Okay, I am going to have to disagree with you. I got my 710 today (I will not buy any of the axis models on principle, but my curiosity got the best of me on the 710, and I will not be able to afford a sebenza really soon so I got one to try it out the "feel" of the blade.. and I actually do really like the feel of the blade so I am definitely going to buy a Sebenza.. funny that sanrenmu just made a sale for CRK for me) and I am not as impressed with it as I think some of you are
Now, cheap chinese imports were my personal gateway drug into knives, and so I have some experience with them. This one is very nicely done and VERY fast, but on BOTH of mine, there is a little bit of blade wobble. I tightened the pivot screw and it solved the issue but made the knife way too slow. It almost became a two handed opener. Now while I will still try it out, it gave me a somewhat blemished impression right off the bat.
Who knows, maybe I got two lemons, but I got what I paid for.. no more and no less. Imagine that
If you are mechanically inclined, here's a suggestion that might just work for your slightly slow 710.
Take it apart, and smooth down the washers with 600 grit wet-or-dry, or maybe use a scotch brite pad turned into a scotch brite wheel on a dremel tool to polish the washers. Better yet, use some of the green chromium oxide compound used for sharpening blades on a little buffer and buff those washers. Ditto for the pivot screw, with the dremel green compound buffer. Polish the inside of the pivot hole in the blade. The way I do this is taking a strip of 600 wet or dry and roll it up, and put it on the screw headed mandril for the dremel and polish the insides of the blade. Also buff the area on the liners where the washers make contact.
Clean everything up really well, say with alcohol, and then use some Slick 50 One Lube, or your favorite lube product, on the washers and where they make contact with the liner, and on the blade and inside the hole for the pivot. Put it all back together, and put a small amount of the blue loctite on the thread for the pivot screw. Tighten it until it's just a tad too tight to flick open, and then micro adjust it so the blade will barely flick open all the way. Let the loctite set, and after flick it open and closed for a while and see if it doesn't work just fine.
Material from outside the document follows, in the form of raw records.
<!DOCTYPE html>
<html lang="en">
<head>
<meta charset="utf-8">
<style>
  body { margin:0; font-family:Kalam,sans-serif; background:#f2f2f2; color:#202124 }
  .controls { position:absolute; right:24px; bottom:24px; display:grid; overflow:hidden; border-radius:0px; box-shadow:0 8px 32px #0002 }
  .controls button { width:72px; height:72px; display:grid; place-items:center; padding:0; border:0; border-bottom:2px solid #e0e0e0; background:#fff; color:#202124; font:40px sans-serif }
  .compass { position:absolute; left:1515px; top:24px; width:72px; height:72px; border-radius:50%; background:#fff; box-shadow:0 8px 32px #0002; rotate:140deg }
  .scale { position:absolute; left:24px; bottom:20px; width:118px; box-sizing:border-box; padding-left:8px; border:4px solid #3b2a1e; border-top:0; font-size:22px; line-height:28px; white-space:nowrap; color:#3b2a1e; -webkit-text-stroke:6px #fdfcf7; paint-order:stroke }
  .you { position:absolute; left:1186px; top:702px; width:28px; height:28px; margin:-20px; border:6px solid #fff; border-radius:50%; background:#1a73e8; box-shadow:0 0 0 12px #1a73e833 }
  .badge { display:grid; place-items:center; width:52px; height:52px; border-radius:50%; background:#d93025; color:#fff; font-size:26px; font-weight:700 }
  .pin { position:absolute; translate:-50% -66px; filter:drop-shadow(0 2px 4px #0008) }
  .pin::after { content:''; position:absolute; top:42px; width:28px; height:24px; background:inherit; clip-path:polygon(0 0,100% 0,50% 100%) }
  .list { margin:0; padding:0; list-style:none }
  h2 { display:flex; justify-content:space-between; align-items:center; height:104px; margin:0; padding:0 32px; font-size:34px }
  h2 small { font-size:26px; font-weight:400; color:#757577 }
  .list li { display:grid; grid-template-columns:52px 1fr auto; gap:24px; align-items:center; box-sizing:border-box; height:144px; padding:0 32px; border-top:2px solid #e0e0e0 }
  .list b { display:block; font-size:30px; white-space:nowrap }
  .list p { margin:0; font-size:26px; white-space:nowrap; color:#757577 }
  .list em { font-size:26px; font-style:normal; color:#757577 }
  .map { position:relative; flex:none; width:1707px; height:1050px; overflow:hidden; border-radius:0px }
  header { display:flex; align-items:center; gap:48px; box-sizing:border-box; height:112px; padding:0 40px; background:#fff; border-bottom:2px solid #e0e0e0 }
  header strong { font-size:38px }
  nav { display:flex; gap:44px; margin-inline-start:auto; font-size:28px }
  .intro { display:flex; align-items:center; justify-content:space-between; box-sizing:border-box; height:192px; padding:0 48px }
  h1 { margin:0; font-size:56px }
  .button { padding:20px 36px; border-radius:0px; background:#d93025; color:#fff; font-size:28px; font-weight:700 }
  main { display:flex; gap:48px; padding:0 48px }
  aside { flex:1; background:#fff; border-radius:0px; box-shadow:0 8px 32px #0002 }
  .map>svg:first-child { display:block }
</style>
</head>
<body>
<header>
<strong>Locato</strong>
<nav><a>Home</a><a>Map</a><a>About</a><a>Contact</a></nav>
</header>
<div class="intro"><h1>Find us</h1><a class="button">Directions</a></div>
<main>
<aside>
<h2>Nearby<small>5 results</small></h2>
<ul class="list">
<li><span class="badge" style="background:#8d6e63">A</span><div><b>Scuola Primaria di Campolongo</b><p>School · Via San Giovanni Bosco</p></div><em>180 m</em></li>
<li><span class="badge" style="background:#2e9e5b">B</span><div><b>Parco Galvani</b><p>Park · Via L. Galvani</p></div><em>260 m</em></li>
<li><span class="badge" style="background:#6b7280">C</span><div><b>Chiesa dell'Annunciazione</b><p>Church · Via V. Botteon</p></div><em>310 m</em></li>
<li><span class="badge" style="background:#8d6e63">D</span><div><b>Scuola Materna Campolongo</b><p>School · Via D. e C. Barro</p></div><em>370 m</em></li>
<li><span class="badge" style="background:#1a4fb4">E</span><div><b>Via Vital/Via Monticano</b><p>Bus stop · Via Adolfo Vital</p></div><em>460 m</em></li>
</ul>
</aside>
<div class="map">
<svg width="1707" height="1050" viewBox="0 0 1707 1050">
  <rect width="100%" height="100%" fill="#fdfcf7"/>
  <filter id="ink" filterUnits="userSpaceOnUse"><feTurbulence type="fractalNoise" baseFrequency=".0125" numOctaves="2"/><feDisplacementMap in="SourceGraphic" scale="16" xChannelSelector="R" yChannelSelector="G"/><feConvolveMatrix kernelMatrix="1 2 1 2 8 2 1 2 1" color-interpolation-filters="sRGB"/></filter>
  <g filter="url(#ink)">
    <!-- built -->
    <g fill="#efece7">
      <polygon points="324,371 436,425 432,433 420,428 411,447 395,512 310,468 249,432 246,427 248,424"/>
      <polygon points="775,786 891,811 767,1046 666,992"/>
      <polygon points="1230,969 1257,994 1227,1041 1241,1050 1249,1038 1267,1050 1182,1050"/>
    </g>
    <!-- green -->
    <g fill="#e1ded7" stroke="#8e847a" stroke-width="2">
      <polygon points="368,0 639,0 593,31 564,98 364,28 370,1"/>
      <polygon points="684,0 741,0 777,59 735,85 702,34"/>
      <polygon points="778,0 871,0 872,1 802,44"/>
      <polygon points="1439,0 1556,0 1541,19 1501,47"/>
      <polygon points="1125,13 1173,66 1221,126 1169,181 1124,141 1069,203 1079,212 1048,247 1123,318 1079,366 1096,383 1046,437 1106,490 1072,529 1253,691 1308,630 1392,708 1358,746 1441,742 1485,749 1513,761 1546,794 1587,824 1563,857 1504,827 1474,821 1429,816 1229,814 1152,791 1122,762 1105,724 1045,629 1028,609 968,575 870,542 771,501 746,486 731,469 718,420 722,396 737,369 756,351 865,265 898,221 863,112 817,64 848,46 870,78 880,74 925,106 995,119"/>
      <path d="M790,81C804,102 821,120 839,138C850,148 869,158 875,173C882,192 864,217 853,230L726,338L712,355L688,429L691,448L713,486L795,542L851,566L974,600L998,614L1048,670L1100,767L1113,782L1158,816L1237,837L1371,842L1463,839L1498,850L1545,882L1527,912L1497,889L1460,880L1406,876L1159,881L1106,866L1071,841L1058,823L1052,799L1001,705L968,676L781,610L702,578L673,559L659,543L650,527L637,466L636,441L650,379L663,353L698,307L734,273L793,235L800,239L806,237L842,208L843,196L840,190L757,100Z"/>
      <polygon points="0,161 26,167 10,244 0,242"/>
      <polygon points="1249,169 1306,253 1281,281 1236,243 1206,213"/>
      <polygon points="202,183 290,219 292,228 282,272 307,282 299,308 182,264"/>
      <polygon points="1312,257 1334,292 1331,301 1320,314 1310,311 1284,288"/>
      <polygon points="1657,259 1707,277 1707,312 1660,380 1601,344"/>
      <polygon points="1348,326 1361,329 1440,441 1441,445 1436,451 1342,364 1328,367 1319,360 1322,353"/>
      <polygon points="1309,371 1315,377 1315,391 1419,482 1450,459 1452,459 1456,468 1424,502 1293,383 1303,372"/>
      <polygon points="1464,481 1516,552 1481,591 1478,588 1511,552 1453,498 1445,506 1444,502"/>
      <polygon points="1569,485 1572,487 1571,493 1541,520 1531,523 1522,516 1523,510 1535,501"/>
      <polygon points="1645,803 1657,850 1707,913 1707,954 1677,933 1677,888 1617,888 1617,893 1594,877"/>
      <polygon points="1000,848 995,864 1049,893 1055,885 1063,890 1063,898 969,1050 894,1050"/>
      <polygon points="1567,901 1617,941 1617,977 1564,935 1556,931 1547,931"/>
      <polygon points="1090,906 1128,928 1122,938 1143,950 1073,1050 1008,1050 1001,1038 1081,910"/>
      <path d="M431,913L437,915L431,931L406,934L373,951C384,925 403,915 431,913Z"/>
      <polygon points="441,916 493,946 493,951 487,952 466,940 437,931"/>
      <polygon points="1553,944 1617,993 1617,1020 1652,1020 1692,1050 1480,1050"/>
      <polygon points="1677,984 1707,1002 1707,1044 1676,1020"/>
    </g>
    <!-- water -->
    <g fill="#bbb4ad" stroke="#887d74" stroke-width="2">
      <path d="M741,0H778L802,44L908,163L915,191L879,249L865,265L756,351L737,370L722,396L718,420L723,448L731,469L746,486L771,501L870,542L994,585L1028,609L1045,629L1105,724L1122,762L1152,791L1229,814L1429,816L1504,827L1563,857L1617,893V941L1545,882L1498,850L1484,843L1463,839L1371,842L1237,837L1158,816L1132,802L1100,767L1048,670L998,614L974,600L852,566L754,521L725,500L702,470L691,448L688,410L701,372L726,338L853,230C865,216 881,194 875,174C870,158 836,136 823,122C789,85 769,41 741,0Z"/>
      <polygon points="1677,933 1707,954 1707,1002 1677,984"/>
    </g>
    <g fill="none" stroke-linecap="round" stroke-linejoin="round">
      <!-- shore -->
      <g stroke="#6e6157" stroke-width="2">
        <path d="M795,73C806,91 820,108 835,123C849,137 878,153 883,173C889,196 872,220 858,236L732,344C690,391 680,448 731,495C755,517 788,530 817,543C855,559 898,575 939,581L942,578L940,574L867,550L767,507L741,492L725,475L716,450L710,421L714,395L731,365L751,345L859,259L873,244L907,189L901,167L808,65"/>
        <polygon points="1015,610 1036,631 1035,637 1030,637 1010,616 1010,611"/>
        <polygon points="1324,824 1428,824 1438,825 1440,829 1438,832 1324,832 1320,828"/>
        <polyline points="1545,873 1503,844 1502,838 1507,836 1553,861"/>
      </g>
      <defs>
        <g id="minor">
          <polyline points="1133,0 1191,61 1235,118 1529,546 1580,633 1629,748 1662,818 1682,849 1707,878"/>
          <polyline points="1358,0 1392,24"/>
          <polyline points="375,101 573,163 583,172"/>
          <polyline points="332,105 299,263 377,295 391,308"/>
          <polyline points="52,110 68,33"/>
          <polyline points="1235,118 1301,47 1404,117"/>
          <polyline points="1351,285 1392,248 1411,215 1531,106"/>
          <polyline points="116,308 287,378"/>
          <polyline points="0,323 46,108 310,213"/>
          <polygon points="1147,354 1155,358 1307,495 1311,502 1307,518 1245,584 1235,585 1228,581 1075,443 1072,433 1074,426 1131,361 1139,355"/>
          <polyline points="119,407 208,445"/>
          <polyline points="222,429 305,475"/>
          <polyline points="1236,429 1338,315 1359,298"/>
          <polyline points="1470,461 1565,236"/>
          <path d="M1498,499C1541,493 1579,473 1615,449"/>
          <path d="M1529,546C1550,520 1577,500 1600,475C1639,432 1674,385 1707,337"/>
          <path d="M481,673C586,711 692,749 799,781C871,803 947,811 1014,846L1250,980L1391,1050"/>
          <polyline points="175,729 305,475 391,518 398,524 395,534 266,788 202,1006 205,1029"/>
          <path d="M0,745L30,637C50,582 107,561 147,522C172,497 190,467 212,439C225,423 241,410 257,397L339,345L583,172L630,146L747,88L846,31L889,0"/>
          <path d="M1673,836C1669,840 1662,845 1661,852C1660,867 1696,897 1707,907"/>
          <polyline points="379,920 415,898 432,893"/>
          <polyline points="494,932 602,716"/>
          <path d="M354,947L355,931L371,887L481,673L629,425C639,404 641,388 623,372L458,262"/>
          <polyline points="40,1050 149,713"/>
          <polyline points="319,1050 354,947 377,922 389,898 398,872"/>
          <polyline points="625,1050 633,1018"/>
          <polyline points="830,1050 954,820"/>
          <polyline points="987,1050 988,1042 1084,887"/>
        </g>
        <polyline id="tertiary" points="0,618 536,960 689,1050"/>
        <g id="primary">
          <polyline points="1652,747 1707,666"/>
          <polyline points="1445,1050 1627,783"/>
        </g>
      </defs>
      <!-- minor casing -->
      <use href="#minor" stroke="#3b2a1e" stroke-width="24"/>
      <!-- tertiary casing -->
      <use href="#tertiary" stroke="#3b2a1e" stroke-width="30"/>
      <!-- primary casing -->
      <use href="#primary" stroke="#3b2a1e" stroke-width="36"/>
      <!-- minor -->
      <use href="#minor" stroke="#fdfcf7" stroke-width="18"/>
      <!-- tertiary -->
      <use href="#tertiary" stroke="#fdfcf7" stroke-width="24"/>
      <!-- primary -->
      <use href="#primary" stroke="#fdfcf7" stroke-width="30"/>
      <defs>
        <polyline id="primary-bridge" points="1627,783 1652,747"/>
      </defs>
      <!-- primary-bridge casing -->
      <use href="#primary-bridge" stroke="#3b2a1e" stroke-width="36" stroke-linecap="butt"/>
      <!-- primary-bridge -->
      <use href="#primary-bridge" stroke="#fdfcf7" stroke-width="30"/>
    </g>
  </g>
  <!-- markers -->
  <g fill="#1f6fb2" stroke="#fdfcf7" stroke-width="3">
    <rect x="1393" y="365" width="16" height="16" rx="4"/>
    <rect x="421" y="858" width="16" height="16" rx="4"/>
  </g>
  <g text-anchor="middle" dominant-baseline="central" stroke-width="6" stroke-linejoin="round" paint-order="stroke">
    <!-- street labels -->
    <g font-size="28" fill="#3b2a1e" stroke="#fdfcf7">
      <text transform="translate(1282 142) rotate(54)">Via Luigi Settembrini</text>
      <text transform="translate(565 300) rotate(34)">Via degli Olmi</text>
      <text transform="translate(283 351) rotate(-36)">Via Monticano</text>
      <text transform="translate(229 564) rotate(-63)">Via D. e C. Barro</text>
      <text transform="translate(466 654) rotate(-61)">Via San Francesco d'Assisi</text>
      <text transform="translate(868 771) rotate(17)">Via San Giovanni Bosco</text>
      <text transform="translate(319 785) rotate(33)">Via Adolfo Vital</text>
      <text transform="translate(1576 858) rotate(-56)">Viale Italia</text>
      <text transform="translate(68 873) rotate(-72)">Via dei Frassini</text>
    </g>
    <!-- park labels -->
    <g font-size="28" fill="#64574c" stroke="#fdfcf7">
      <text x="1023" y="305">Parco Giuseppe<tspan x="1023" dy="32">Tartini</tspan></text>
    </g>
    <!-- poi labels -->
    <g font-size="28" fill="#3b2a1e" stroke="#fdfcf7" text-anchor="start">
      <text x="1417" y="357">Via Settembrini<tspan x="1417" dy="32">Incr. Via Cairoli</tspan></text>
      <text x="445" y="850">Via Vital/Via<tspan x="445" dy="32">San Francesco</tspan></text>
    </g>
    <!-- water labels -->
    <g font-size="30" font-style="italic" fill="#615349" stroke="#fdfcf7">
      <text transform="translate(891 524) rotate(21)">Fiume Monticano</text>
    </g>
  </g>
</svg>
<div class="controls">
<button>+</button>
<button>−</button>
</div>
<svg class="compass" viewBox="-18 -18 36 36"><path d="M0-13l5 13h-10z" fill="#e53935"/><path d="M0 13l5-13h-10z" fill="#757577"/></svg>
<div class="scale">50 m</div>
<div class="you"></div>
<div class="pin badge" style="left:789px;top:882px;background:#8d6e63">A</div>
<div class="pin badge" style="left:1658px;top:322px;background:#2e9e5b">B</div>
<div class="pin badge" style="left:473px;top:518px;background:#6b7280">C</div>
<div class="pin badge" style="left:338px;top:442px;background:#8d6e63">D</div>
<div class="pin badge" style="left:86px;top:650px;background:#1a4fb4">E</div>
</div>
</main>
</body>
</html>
I figure if you want really high quality in terms of flickability, it's sometimes necessary to go to extra mile to get it. FWIW, very few of my knives were perfect when they came out of the box, and some still aren't. I'm talking about Benchmades and Emersons. Also, FWIW, while attending the Chicago Knife Expo a week ago, I had the opportunity to handle about 20 custom Strider knives, that were on display for perhaps an hour, before a dealer whisked them away from the Strider booth, having purchased all of them. Not a single one of those knives opened smoothly. I asked Josh about it, and he told me they had loosened them up a bit in the past, for a while only, but went back to the tighter configuration, because they didn't want the knives opening up in someone's pocket.
At another booth at the show, I had the opportunity to handle three or four Hinderer flippers. And not a single one of them would flip open completely. To get them to open, one started with the flip and added in a wrist snap.
If I owned a Hinderer, and if it wouldn't void the warranty, I'd work it over as mentioned above.
Long story short: you didn't get lemons, from what I read.